■ Task statement
Repeat all the records exactly, omitting pictures.

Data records
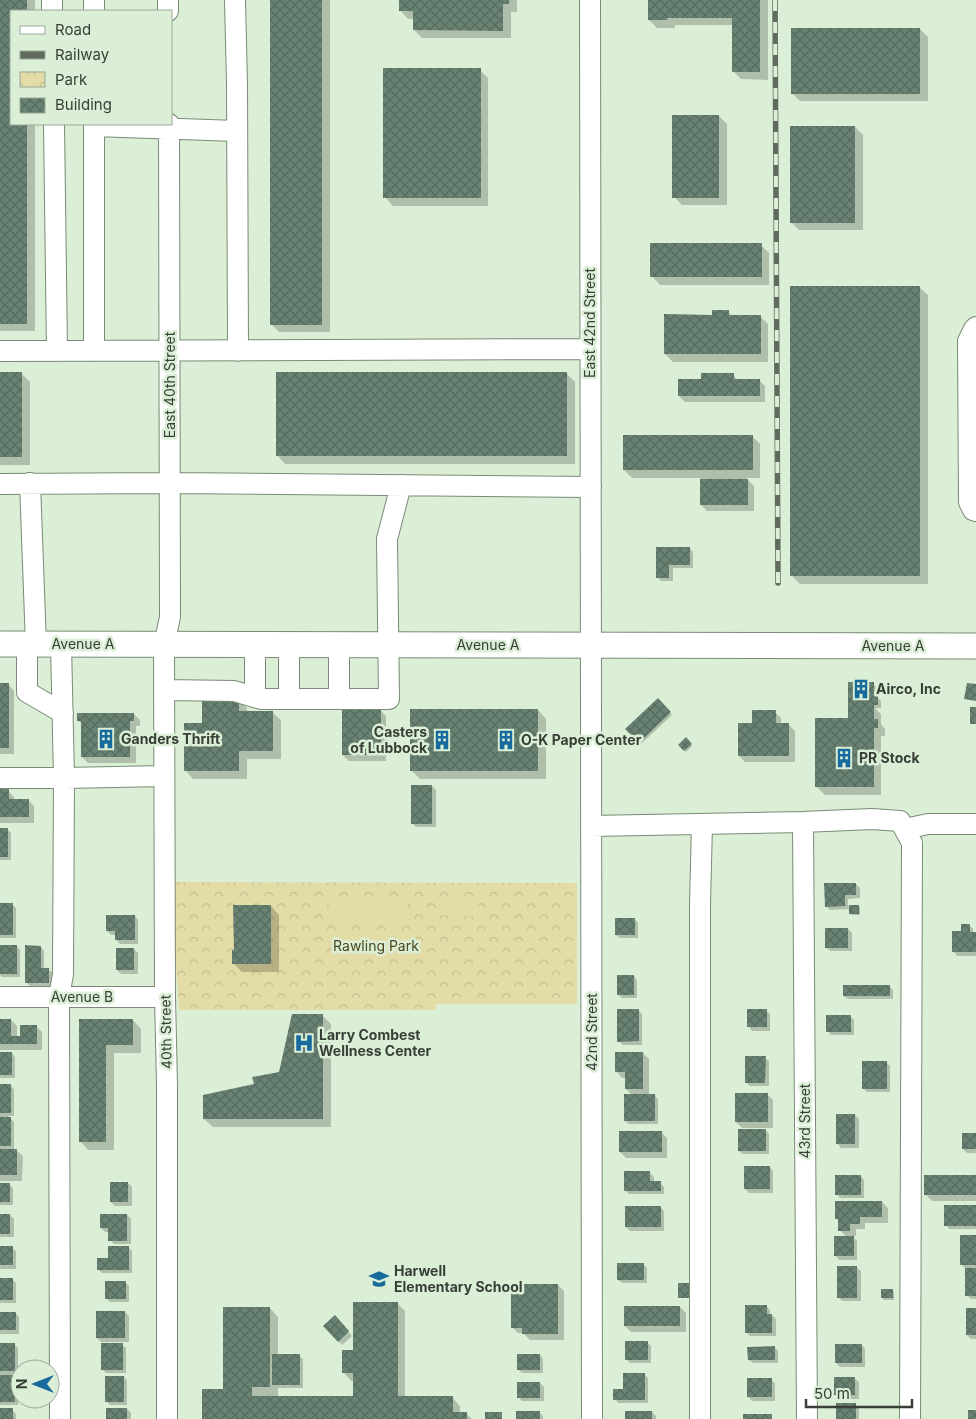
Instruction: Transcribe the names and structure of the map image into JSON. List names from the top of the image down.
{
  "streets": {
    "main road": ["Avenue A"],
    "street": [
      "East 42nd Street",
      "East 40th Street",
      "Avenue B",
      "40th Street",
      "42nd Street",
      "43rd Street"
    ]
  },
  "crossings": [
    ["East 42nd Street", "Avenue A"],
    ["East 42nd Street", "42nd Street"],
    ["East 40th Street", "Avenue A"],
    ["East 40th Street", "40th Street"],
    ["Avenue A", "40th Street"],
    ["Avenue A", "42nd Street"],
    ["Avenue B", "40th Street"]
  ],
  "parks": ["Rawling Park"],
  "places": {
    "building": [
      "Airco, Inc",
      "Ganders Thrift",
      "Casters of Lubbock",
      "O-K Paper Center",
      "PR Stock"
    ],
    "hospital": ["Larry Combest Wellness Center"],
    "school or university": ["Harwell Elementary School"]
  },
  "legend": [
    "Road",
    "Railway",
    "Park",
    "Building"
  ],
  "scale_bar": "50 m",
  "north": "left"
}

■ Completed task
Instruction: Transcribe the names and structure of the map image into JSON. List names from the top of the image down.
{
  "streets": {
    "main road": ["Avenue A"],
    "street": [
      "East 42nd Street",
      "East 40th Street",
      "Avenue B",
      "40th Street",
      "42nd Street",
      "43rd Street"
    ]
  },
  "crossings": [
    ["East 42nd Street", "Avenue A"],
    ["East 42nd Street", "42nd Street"],
    ["East 40th Street", "Avenue A"],
    ["East 40th Street", "40th Street"],
    ["Avenue A", "40th Street"],
    ["Avenue A", "42nd Street"],
    ["Avenue B", "40th Street"]
  ],
  "parks": ["Rawling Park"],
  "places": {
    "building": [
      "Airco, Inc",
      "Ganders Thrift",
      "Casters of Lubbock",
      "O-K Paper Center",
      "PR Stock"
    ],
    "hospital": ["Larry Combest Wellness Center"],
    "school or university": ["Harwell Elementary School"]
  },
  "legend": [
    "Road",
    "Railway",
    "Park",
    "Building"
  ],
  "scale_bar": "50 m",
  "north": "left"
}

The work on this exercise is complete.